Reputation: 1149
I am using urllib2 to get a web-page, and I need to look for a specific value within the returned data.
Is the best way to do this by using Beautiful Soup and using the find method or by using a regex to search the data?

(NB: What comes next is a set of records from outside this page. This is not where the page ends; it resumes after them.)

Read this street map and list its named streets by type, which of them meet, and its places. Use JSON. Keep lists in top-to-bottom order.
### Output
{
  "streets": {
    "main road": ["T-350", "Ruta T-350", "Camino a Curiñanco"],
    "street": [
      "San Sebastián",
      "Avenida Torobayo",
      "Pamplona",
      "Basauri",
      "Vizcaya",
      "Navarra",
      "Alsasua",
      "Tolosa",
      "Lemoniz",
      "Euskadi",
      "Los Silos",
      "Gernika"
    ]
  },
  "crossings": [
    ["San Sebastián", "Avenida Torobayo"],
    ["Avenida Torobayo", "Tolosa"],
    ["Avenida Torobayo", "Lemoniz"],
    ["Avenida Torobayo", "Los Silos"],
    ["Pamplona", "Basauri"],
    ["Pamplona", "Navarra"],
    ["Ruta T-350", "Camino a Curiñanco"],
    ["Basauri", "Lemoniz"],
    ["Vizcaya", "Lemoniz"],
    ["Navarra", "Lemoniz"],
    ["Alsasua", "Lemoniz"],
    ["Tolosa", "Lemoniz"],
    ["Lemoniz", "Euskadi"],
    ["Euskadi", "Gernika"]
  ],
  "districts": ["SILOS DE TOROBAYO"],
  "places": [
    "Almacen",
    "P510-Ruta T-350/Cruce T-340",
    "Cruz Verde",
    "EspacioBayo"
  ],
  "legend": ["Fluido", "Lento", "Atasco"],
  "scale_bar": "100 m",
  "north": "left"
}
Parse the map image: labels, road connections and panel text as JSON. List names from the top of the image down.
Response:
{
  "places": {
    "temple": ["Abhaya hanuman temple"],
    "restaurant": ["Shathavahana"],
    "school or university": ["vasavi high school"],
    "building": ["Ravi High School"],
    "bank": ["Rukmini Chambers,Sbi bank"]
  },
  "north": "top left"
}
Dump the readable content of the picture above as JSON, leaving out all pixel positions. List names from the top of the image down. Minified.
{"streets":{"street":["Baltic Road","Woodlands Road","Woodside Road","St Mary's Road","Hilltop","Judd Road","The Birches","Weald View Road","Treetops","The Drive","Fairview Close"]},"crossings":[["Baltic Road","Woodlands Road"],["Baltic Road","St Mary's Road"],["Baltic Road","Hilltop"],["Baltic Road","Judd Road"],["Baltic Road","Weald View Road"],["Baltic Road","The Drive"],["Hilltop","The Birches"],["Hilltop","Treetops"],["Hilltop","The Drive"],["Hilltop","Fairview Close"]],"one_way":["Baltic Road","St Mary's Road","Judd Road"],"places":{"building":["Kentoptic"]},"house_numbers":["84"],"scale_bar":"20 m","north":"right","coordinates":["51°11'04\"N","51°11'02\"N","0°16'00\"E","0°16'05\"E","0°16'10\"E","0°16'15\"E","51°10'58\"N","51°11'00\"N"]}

Here is a very basic example of the text that is returned by the request:
<html>
<body>
<table>
<tbody>
<tr>
<td>
<div id="123" class="services">
<table>
<tbody>
<tr>
<td style="PADDING-LEFT: 5px"bgcolor="ffffff" class="style8"> Example BLAB BLAB BLAB </td>
<td style="PADDING-LEFT: 5px"bgcolor="ffffff" class="style8"> BLAB BLAB BLAB </td>
<td style="PADDING-LEFT: 5px"bgcolor="ffffff" class="style8"> BLAB BLAB BLAB </td>
</tr>
<tr>
<td style="PADDING-LEFT: 5px"bgcolor="ffffff" class="style8"> BLAB BLAB BLAB </td>
<td style="PADDING-LEFT: 5px"bgcolor="ffffff" class="style8"> BLAB BLAB BLAB </td>
<td style="PADDING-LEFT: 5px"bgcolor="ffffff" class="style8"> BLAB BLAB BLAB </td>
</tr>
<tr>
<td style="PADDING-LEFT: 5px"bgcolor="ffffff" class="style8"> BLAB BLAB BLAB </td>
<td style="PADDING-LEFT: 5px"bgcolor="ffffff" class="style8"> BLAB BLAB BLAB </td>
<td style="PADDING-LEFT: 5px"bgcolor="ffffff" class="style8"> BLAB BLAB BLAB </td>
</tr>
</tbody>
</table>
</div>
</td>
</tr>
</tbody>
</body>
</html>
In this case I want to return "Example BLAB BLAB BLAB". The only thing that remains persistent within this is "Example" and I want to return all of the data within this particular tag.
Upvotes: 0
Views: 90
Reputation: 368894
Don't use regular expression to parse html/xml.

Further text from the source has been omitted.